BEGIN
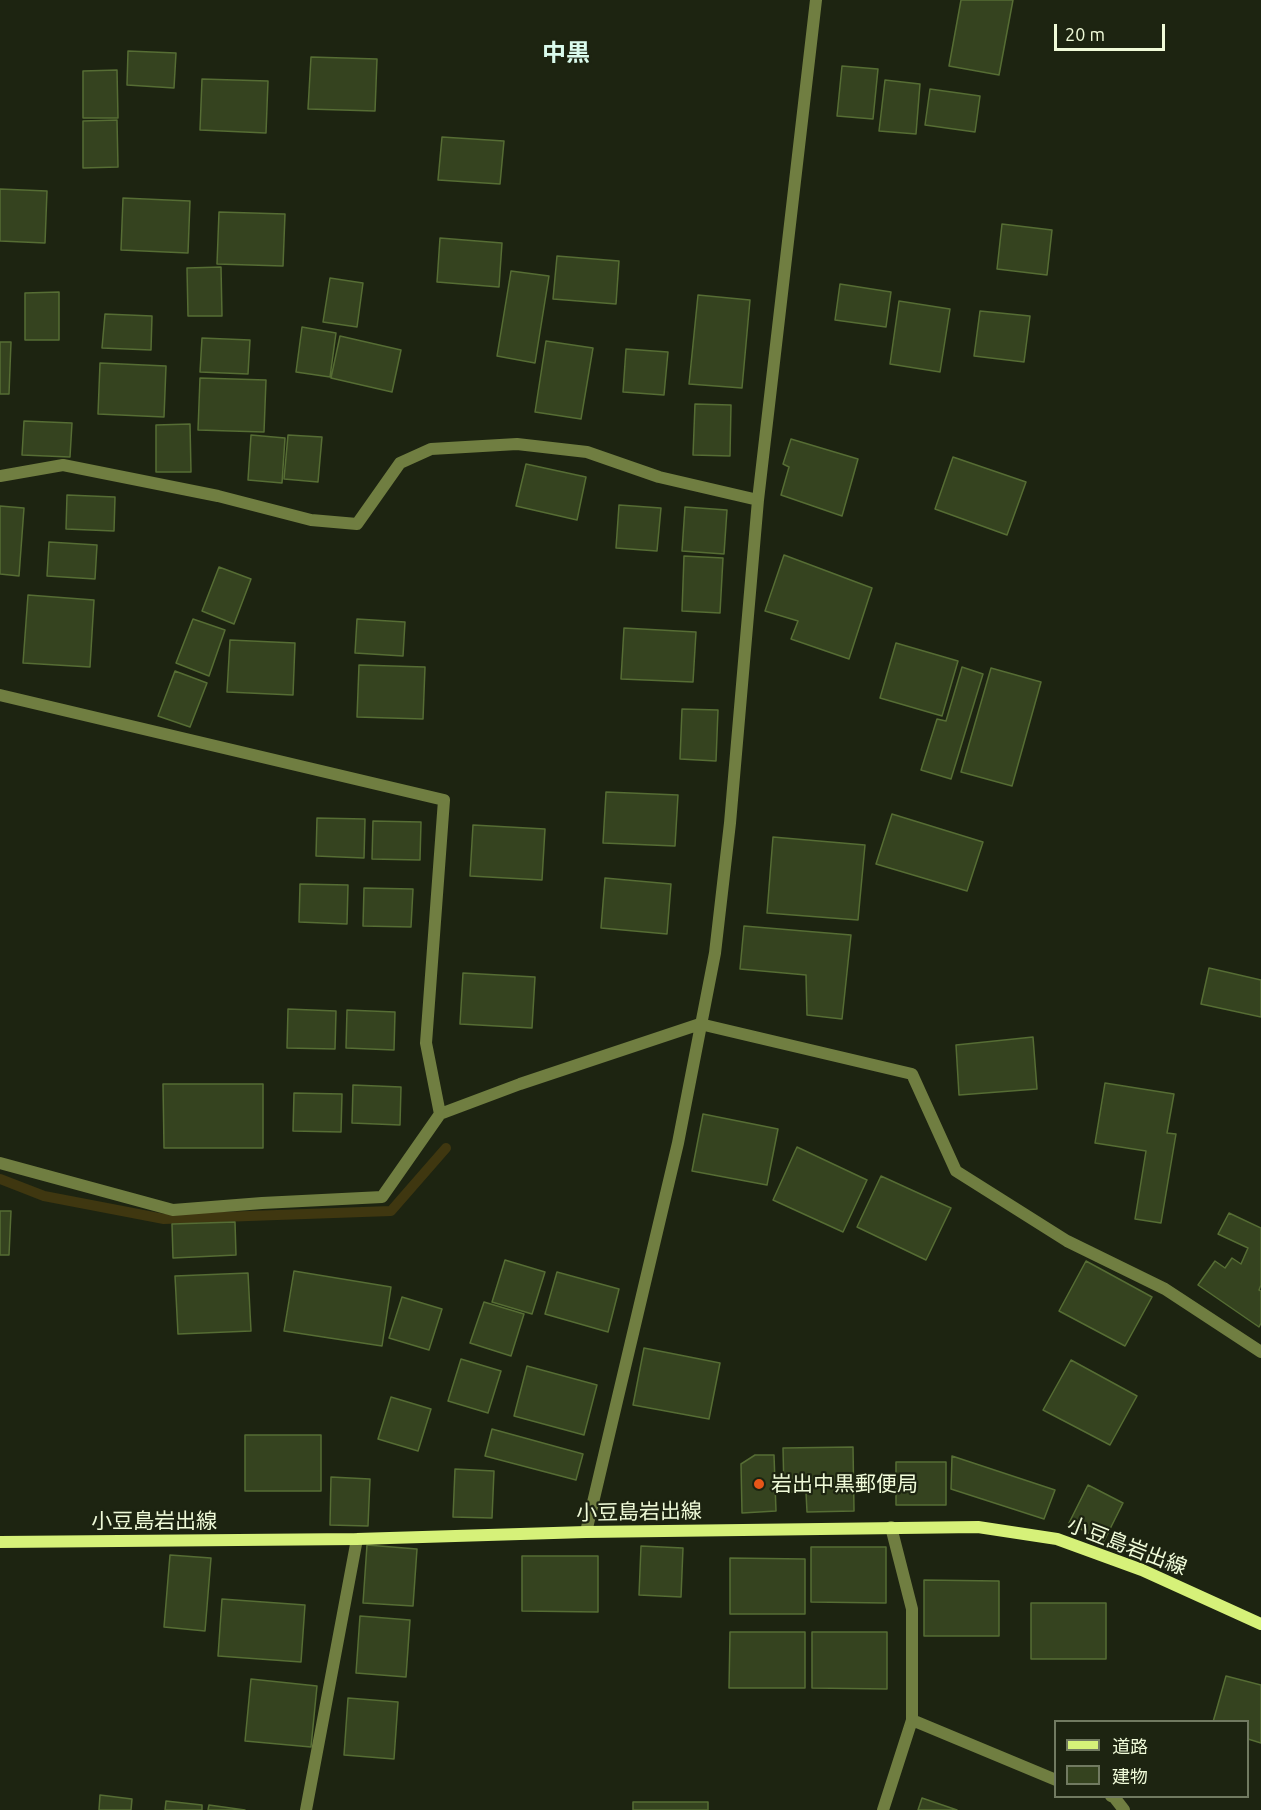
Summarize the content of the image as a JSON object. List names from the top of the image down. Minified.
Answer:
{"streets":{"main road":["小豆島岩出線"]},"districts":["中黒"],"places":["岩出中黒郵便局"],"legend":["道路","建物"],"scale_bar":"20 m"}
END
EXERCISE DETAILS »
The material is to be reproduced verbatim, and no picture may appear in the copy.

ANSWER BOX »
Summarize the content of the image as a JSON object. List names from the top of the image down. Minified.
Answer:
{"streets":{"main road":["小豆島岩出線"]},"districts":["中黒"],"places":["岩出中黒郵便局"],"legend":["道路","建物"],"scale_bar":"20 m"}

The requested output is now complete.